Task requirements. Among the lines below, restate word for word only those from the line with "Dump the readable" through the line with "Input: one rendered map. Summarize", with both end lines kept.

(Dataset items)

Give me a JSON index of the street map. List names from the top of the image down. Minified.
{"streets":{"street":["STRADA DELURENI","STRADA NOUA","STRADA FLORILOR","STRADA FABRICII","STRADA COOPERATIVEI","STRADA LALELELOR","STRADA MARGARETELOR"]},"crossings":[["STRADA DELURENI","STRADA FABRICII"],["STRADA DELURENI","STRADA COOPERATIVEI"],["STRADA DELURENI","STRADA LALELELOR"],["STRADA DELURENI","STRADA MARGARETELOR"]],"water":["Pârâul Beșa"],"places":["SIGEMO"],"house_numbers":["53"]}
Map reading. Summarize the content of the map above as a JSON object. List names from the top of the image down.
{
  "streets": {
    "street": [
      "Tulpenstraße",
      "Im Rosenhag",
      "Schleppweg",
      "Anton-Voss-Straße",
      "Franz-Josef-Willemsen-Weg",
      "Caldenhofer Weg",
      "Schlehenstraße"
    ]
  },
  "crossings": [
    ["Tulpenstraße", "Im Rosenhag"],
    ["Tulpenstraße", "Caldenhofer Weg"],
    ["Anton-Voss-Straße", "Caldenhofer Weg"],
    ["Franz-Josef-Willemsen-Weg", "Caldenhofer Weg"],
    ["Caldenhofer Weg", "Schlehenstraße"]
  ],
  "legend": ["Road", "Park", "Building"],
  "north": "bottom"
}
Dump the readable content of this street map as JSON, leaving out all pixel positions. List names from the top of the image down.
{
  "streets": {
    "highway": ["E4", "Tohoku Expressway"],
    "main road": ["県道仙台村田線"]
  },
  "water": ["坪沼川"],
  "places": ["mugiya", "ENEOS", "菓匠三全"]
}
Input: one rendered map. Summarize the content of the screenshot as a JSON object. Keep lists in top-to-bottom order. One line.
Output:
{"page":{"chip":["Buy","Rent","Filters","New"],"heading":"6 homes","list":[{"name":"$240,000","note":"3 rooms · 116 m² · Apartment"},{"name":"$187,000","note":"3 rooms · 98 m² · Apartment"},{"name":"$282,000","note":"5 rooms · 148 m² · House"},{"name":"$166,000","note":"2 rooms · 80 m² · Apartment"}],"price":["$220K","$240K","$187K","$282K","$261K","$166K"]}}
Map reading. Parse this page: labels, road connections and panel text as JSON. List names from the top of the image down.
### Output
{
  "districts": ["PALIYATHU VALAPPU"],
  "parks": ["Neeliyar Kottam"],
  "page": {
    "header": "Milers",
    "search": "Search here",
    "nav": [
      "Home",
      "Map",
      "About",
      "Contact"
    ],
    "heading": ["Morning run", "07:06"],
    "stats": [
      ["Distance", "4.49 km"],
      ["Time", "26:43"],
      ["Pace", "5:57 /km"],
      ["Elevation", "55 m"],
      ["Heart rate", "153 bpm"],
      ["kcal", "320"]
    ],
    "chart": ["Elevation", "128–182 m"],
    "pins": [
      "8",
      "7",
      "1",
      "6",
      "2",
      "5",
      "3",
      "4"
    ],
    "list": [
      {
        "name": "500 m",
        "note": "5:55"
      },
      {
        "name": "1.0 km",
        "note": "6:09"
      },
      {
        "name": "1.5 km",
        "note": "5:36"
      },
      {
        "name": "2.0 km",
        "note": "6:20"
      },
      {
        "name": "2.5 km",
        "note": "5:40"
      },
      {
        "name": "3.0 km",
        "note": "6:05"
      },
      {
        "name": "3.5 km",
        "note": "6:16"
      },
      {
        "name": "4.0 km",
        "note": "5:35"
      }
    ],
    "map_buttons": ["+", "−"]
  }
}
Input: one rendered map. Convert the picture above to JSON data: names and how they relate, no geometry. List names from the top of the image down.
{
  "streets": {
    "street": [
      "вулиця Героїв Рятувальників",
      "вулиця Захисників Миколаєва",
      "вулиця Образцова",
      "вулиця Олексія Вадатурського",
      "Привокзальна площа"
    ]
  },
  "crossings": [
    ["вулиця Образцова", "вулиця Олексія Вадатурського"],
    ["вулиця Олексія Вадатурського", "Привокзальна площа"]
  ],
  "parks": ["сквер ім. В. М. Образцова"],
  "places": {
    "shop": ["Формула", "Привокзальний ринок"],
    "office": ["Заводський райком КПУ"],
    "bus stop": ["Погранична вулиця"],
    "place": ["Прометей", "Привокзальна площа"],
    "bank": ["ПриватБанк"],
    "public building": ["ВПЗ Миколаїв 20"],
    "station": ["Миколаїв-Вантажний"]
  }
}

Output for this exercise.
Dump the readable content of this street map as JSON, leaving out all pixel positions. List names from the top of the image down.
{
  "streets": {
    "highway": ["E4", "Tohoku Expressway"],
    "main road": ["県道仙台村田線"]
  },
  "water": ["坪沼川"],
  "places": ["mugiya", "ENEOS", "菓匠三全"]
}
Input: one rendered map. Summarize the content of the screenshot as a JSON object. Keep lists in top-to-bottom order. One line.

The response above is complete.